Poor folks must either beg or borrow from the rich; and the only thing that commendeth sinners to Christ is extreme necessity and want. Christ’s love is ready to make and provide a ransom, and money for a poor body who hath lost his purse. “Ho, ye that have no money, come and buy” (Isa. 55:1), that is the poor man’s market.
The sweetest and safest course is, for this short time of the afternoon of this old and declining world, to stand for Jesus. He hath said it, and it is our part to believe it, that ere it be long, “Time shall be no more, and the heaven shall wax old, as a garment.”
Christ the Believer’s Security
The Nail fastened in a sure place cannot be broken, nor can the smallest vessel fail to find sweet security in dependence upon Him, since all the weight of heaven and earth, of redeemed saints and confirmed angels, is upon His shoulder, I am a fool, and brutish to imagine that I can add anything to Christ’s special care of and tenderness to His people. He who keepeth the basins and knives of His house, and bringeth the vessels again to the second temple, must have a more tender care of His redeemed ones than of a spoon, or of Peter’s old shoes,1 which must yet not be lost in his captivity.
Submission
O blessed soul, that could sacrifice his will, and go to heaven, having lost his will and made resignation of it to Christ! I would seek no more than that Christ were absolute King over my will, and that my will were a sufferer in all crosses, without meeting Christ with such a word, “Why is it thus?”

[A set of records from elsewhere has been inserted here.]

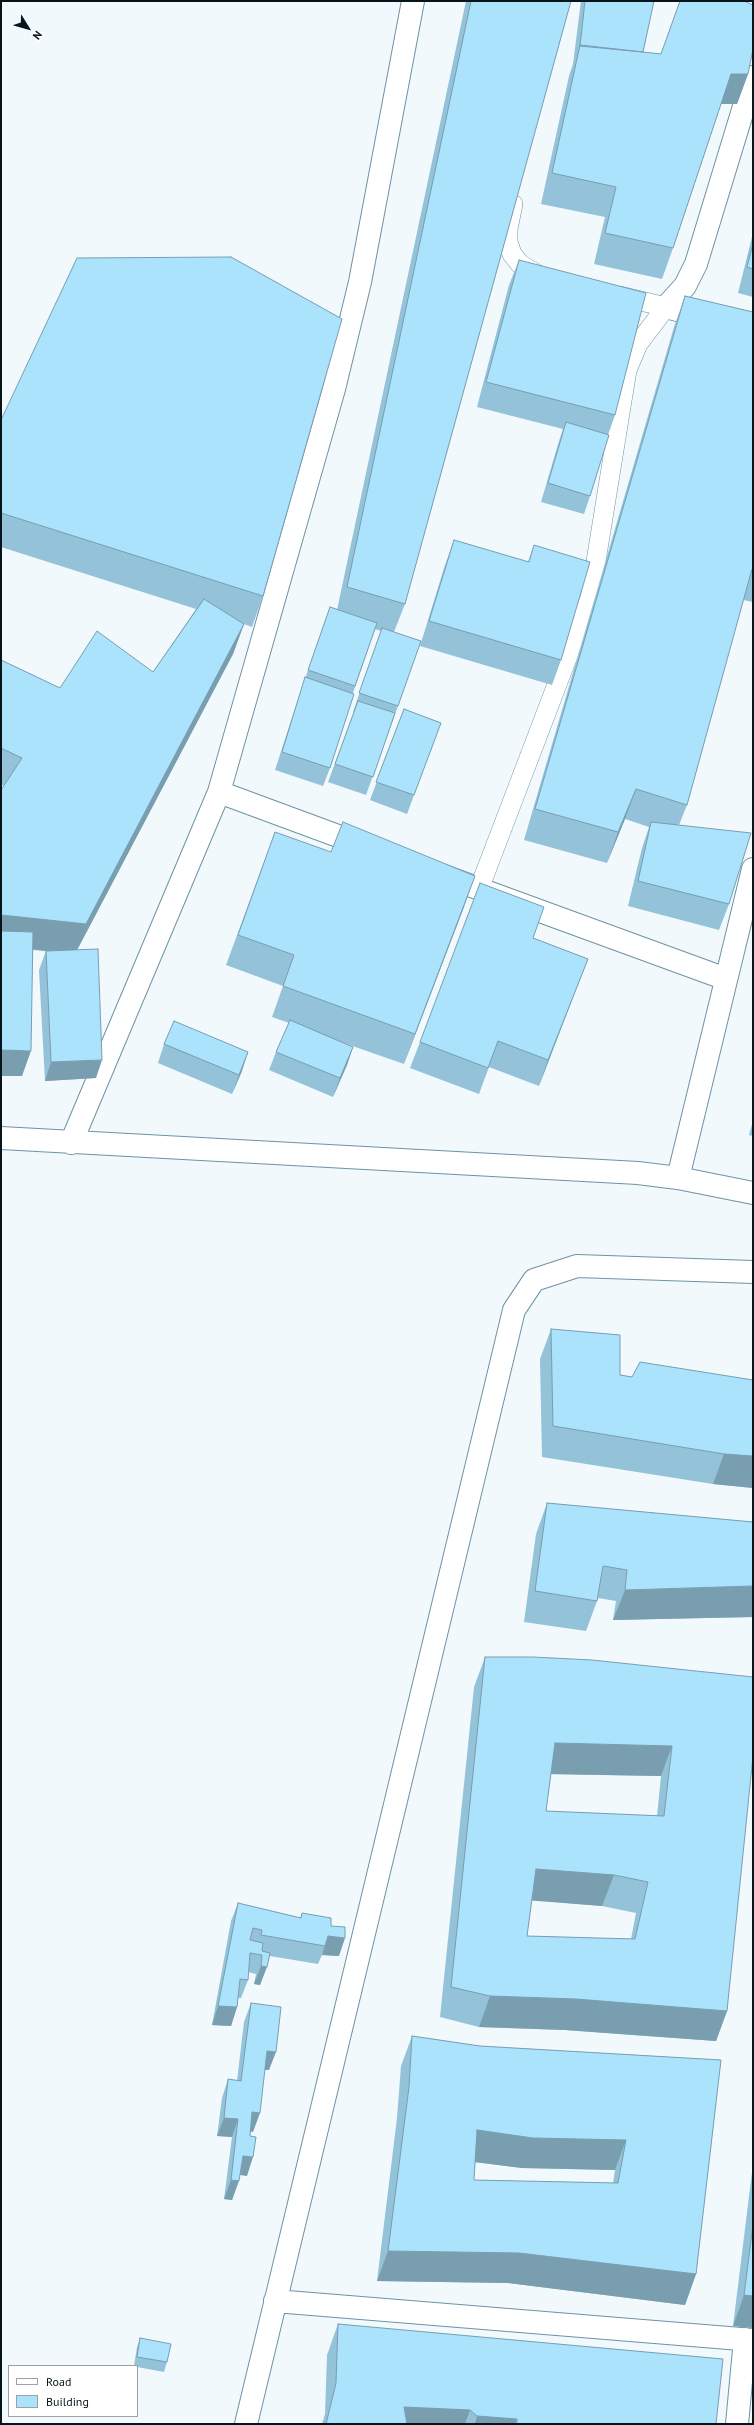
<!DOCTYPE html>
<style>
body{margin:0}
#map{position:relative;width:754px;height:2425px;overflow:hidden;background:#f1f9fd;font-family:"PT Sans",sans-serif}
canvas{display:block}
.frame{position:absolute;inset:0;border:2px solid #06151b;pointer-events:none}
.legend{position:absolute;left:8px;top:2365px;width:130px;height:52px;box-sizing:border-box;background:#fff;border:1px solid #9ba1a4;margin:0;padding:5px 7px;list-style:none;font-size:12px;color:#06151b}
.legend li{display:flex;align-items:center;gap:8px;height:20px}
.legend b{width:20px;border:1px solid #9ba1a4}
.north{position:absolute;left:8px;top:8px;width:40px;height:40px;-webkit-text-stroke:3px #fff;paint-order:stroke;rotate:127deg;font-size:11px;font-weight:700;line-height:16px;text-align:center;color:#06151b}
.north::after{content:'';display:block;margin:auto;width:14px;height:18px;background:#06151b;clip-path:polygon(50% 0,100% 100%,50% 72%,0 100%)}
</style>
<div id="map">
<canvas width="754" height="2425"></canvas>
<div class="frame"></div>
<ul class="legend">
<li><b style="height:5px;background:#fff"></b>Road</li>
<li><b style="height:11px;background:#abe2fc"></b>Building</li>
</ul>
<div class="north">N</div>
</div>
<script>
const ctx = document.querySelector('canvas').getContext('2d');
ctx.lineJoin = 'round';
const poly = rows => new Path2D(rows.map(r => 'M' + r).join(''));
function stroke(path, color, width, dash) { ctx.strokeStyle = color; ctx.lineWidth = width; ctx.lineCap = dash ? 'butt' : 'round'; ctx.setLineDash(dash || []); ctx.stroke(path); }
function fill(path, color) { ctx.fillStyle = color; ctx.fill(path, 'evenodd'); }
const lane = poly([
 [513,204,508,229,508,242,512,254,520,264,540,276],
 [479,889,590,598,627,370,638,344,666,307,620,296]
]);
const street = poly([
 [753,77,696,264,685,286,666,307,753,330],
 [219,792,365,846],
 [444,876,726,979],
 [1,1138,638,1173,678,1178,753,869],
 [71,1143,219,792,334,389,360,282,413,1],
 [678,1178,753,1193],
 [275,2301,753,2340],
 [246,2424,514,1310,534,1280,577,1266,753,1272],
 [737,2424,745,2339]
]);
stroke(lane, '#6d93a5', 20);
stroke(street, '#6d93a5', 24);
stroke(lane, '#fff', 19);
stroke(street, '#fff', 22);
fill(poly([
 [466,1,571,1,405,604,394,632,398,706,366,795,328,782,354,712,353,712,381,631,375,629,353,693,330,768,323,786,275,770,299,696,330,607,337,610],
 [581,1,654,1,643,52,661,54,680,1,744,1,748,74,737,104,721,104,673,248,662,279,594,264,605,217,541,204,569,76,573,64],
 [753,233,753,297,738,293],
 [519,260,615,415,608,435,590,496,584,514,541,502,559,441,563,429,477,407,509,285],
 [685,296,753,312,753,602,743,600,687,805,679,825,729,904,719,930,628,906,642,848,649,827,625,819,607,863,524,840,674,327],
 [1,420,263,596,252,627,244,624,233,654,77,950,96,1078,45,1081,39,970,46,951,33,950,22,1076,1,1076,1,790,4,786,1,784,1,660,60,688,153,672,196,609,1,547],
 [454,540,528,562,534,545,561,660,552,685,420,646,445,565],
 [404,709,441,723,407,814,370,800],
 [275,832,464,907,404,1064,341,1042,353,1047,347,1065,333,1097,269,1070,276,1052,289,1023,272,1017,283,986,226,965],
 [533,938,588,959,539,1086,489,1067,479,1094,410,1068,420,1042],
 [164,1044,242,1071,232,1094,158,1063],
 [753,1121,753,1136,749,1135],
 [551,1329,620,1375,632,1377,753,1380,753,1488,713,1484,542,1457,540,1359],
 [547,1503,753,1522,753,1617,613,1620,616,1601,598,1598,597,1601,586,1631,524,1622,536,1534],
 [485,1657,753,1677,727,2011,716,2041,565,2030,479,2027,440,2017,474,1687],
 [551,1774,661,1776,657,1816,546,1811],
 [532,1900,602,1906,636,1913,631,1939,527,1936],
 [238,1903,300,1918,302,1913,331,1926,339,1956,322,1955,318,1964,270,1956,260,1985,254,1984,256,1974,248,1972,248,1980,241,1998,238,1998,237,2007,231,2026,212,2025,231,1921],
 [251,2003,269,2070,265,2070,253,2132,250,2131,247,2176,240,2175,232,2200,224,2199,232,2137,217,2136,222,2098,228,2079,237,2081,244,2022],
 [412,2036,480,2046,721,2060,696,2274,685,2305,508,2283,377,2281,397,2118,401,2066],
 [475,2162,522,2168,615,2170,613,2183,474,2180],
 [753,2164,753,2328,733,2326],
 [338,2324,716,2424,322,2424,325,2414,327,2355],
 [140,2338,167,2362,164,2372,137,2367,137,2366,134,2366,137,2347]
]), '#93c2d9');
fill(poly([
 [731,74,748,74,737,104,720,104],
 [244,624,233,654,75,954,1,946,1,915],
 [636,789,625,819,607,863,618,832],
 [475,876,464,907,404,1064,415,1034],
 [588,959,578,984,539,1086,548,1060],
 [353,1047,347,1065,333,1097,340,1078],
 [1,1050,31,1051,22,1076,1,1076],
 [248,1052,242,1071,232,1094,239,1075],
 [102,1060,96,1078,45,1081,51,1062],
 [724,1454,753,1456,753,1488,713,1484],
 [753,1586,753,1617,613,1620,625,1590],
 [555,1743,672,1746,661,1776,544,1774],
 [536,1869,614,1875,602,1906,525,1900],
 [328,1936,345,1938,339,1956,322,1955],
 [261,1966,267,1967,260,1985,254,1984],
 [490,1996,576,1999,727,2011,716,2041,565,2030,479,2027],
 [218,2006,237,2007,231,2026,212,2025],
 [267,2051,276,2052,269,2070,261,2070],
 [252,2112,260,2113,253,2132,246,2130],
 [224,2118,238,2119,232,2137,217,2136],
 [477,2130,626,2140,615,2170,522,2168,466,2161],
 [243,2156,253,2157,247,2176,236,2174],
 [231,2180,239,2181,232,2200,224,2199],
 [388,2251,519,2253,696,2274,685,2305,508,2283,377,2281],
 [744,2295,753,2296,753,2328,733,2326],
 [404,2407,470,2410,465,2424,397,2424],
 [477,2416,517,2419,515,2424,475,2424]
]), '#789eb0');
const building = poly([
 [471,1,571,1,405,604,347,587,471,1],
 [585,1,654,1,643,52,580,46,585,1],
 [680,1,744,1,753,5,753,49,748,74,731,74,673,248,605,233,616,187,552,173,580,45,661,54,680,1],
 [753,244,753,269,747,267,753,244],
 [231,257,342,319,263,596,1,513,1,420,77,258,231,257],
 [519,260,646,293,615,415,486,382,519,260],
 [685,296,753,312,753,569,752,569,687,805,636,789,618,832,535,809,685,296],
 [566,422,609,435,590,496,548,483,566,422],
 [454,540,529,562,534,545,590,562,561,660,429,621,454,540],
 [204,599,244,624,86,924,1,915,1,790,22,758,1,748,1,660,60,688,97,631,153,672,204,599],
 [330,607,377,623,355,686,308,670,330,607],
 [382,628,421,641,398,706,359,693,382,628],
 [305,677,354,694,330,768,282,752,305,677],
 [358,701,395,713,373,777,335,764,358,701],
 [404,709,441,723,414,795,376,782,404,709],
 [343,822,475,876,415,1034,283,986,294,955,238,935,275,832,331,852,343,822],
 [651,822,751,833,729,904,638,881,651,822],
 [480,883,544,907,533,938,588,959,548,1060,498,1041,488,1068,420,1042,480,883],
 [1,931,33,932,31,1051,1,1050,1,931],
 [98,949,102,1060,51,1062,46,951,98,949],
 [290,1020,353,1047,340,1078,276,1052,290,1020],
 [174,1021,248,1052,239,1075,164,1044,174,1021],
 [551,1329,620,1335,620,1375,632,1377,640,1362,753,1380,753,1456,724,1454,553,1426,551,1329],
 [547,1503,753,1522,753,1586,625,1590,627,1570,603,1566,597,1601,535,1591,547,1503],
 [485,1657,533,1657,592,1660,753,1677,753,1756,727,2011,576,1999,490,1996,451,1987,485,1657],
 [555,1743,672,1746,664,1816,546,1811,555,1743],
 [536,1869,614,1875,648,1882,635,1939,527,1936,536,1869],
 [238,1903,301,1918,302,1913,331,1918,331,1926,345,1927,345,1938,328,1936,325,1946,261,1935,262,1930,253,1928,250,1940,263,1943,262,1951,270,1953,267,1967,261,1966,262,1955,250,1953,248,1980,240,1979,237,2007,218,2006,238,1903],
 [251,2003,281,2007,276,2052,267,2051,260,2113,252,2112,250,2136,256,2137,253,2157,243,2156,239,2181,231,2180,238,2119,224,2118,228,2079,241,2081,251,2003],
 [412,2036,480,2046,721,2060,696,2274,519,2253,388,2251,409,2087,412,2036],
 [477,2130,533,2138,626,2140,618,2183,474,2180,477,2130],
 [753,2225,753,2296,744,2295,753,2225],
 [338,2324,723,2359,716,2424,517,2424,517,2419,477,2416,470,2410,404,2407,407,2424,326,2424,336,2383,338,2324],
 [140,2338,171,2344,167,2362,137,2357,140,2338]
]);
fill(building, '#abe2fc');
stroke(building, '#789eb0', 1);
</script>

Oh, what wisdom is it to believe, and not to dispute; to subject the thoughts to His court, and not to repine at any act of His justice? He hath done it: all flesh be silent! It is impossible to be submissive and religiously patient, if ye stay your thoughts down among the confused rollings and wheels of second causes; as, “Oh, the place!” “Oh, the time!” “Oh, if this had been, this had not followed!” Oh, the linking of this accident with this time and place! Look up to the master-motion and the first wheel.
Oh, how hard it is to get the intentions so cut off from and raised above the creature, as to be without mixture of creature and carnal interest, and to have the soul, in heavenly actings, only, only eyeing Himself, and acting from love to God, revealed to us in Jesus Christ!
A Good Conscience
Keep the conscience whole without a crack! If there be a hole in it, so that it take in water at a leak, it will with difficulty mend again. It is a dainty, delicate creature, and a rare piece of the workmanship of your Maker; and therefore deal gently with it, and keep it entire, that amidst this world’s glory you may learn to entertain Christ.
 
1. Alluding to Ezra 1:7-11; Acts 12:8.